Transcribe each entry exactly; skip the images.
DATA FOR THIS EXERCISE START
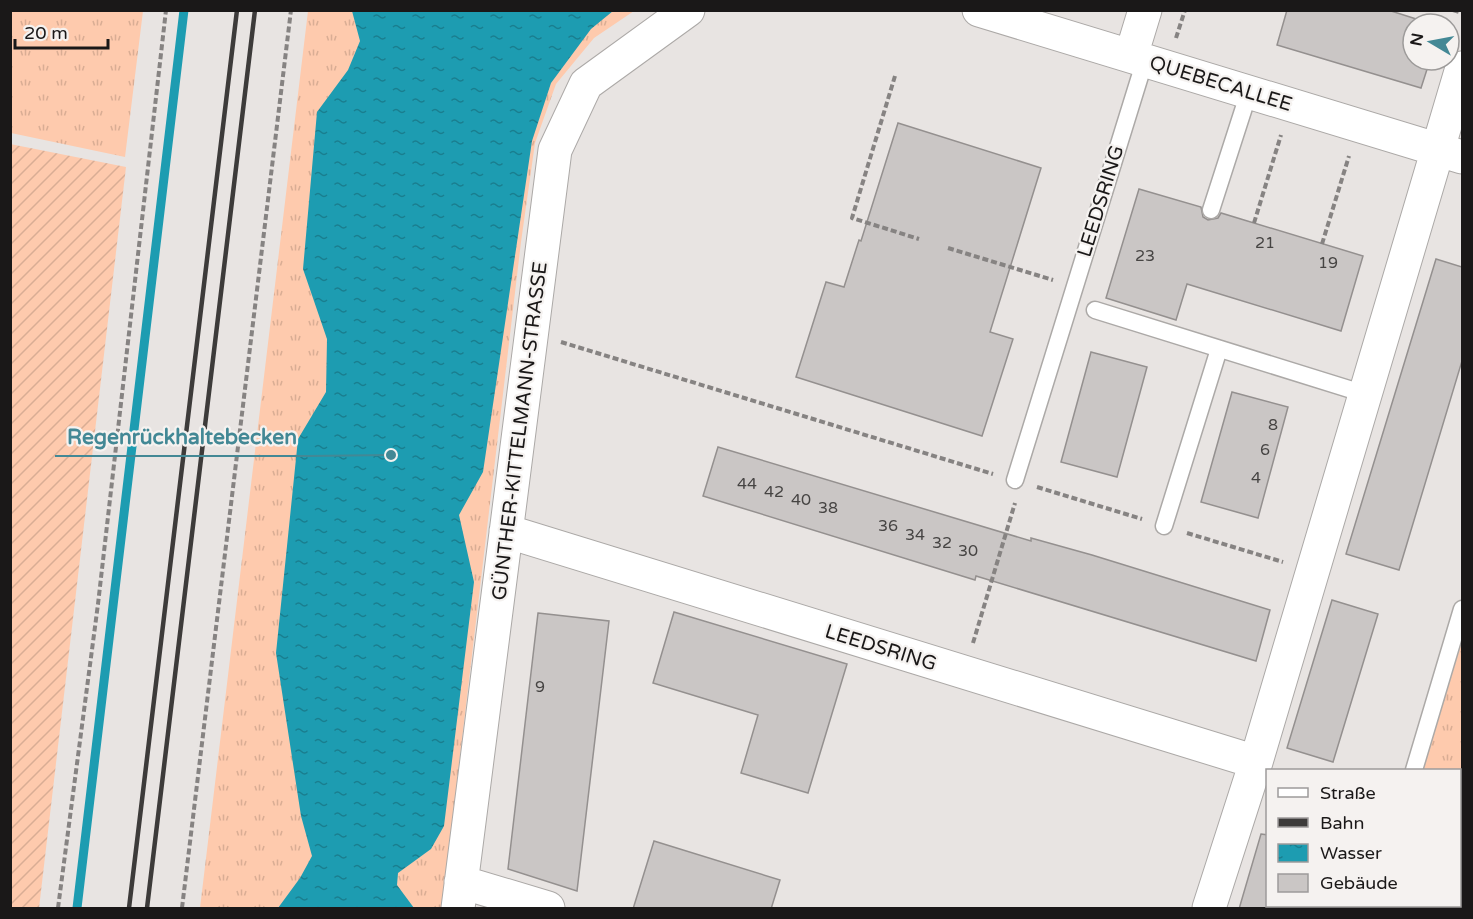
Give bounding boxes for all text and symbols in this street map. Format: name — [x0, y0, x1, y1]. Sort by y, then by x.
scale bar — [15, 12, 108, 50]
north arrow — [1401, 12, 1461, 72]
text: 20 m — [24, 22, 68, 44]
text: N — [1406, 32, 1428, 48]
street label: QUEBECALLEE — [1146, 51, 1295, 117]
street label: LEEDSRING — [1073, 143, 1129, 260]
house number: 21 — [1255, 233, 1275, 253]
house number: 23 — [1135, 246, 1155, 266]
house number: 19 — [1318, 253, 1338, 273]
street label: GÜNTHER-KITTELMANN-STRASSE — [486, 260, 553, 602]
house number: 8 — [1268, 415, 1278, 435]
callout: Regenrückhaltebecken — [55, 417, 309, 456]
text: Regenrückhaltebecken — [67, 425, 297, 450]
house number: 6 — [1260, 440, 1270, 460]
house number: 4 — [1251, 468, 1261, 488]
house number: 44 — [737, 474, 757, 494]
house number: 42 — [764, 482, 784, 502]
house number: 40 — [791, 490, 811, 510]
house number: 38 — [818, 498, 838, 518]
house number: 36 — [878, 516, 898, 536]
house number: 34 — [905, 525, 925, 545]
house number: 32 — [932, 533, 952, 553]
house number: 30 — [958, 541, 978, 561]
street label: LEEDSRING — [822, 620, 939, 676]
house number: 9 — [535, 677, 545, 697]
legend — [1266, 769, 1461, 907]
text: Straße — [1320, 782, 1376, 804]
text: Bahn — [1320, 812, 1365, 834]
text: Wasser — [1320, 842, 1382, 864]
text: Gebäude — [1320, 872, 1398, 894]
DATA FOR THIS EXERCISE END
▶ **OUTPUT**
Give bounding boxes for all text and symbols in this street map. Format: name — [x0, y0, x1, y1]. Sort by y, then by x.
scale bar — [15, 12, 108, 50]
north arrow — [1401, 12, 1461, 72]
text: 20 m — [24, 22, 68, 44]
text: N — [1406, 32, 1428, 48]
street label: QUEBECALLEE — [1146, 51, 1295, 117]
street label: LEEDSRING — [1073, 143, 1129, 260]
house number: 21 — [1255, 233, 1275, 253]
house number: 23 — [1135, 246, 1155, 266]
house number: 19 — [1318, 253, 1338, 273]
street label: GÜNTHER-KITTELMANN-STRASSE — [486, 260, 553, 602]
house number: 8 — [1268, 415, 1278, 435]
callout: Regenrückhaltebecken — [55, 417, 309, 456]
text: Regenrückhaltebecken — [67, 425, 297, 450]
house number: 6 — [1260, 440, 1270, 460]
house number: 4 — [1251, 468, 1261, 488]
house number: 44 — [737, 474, 757, 494]
house number: 42 — [764, 482, 784, 502]
house number: 40 — [791, 490, 811, 510]
house number: 38 — [818, 498, 838, 518]
house number: 36 — [878, 516, 898, 536]
house number: 34 — [905, 525, 925, 545]
house number: 32 — [932, 533, 952, 553]
house number: 30 — [958, 541, 978, 561]
street label: LEEDSRING — [822, 620, 939, 676]
house number: 9 — [535, 677, 545, 697]
legend — [1266, 769, 1461, 907]
text: Straße — [1320, 782, 1376, 804]
text: Bahn — [1320, 812, 1365, 834]
text: Wasser — [1320, 842, 1382, 864]
text: Gebäude — [1320, 872, 1398, 894]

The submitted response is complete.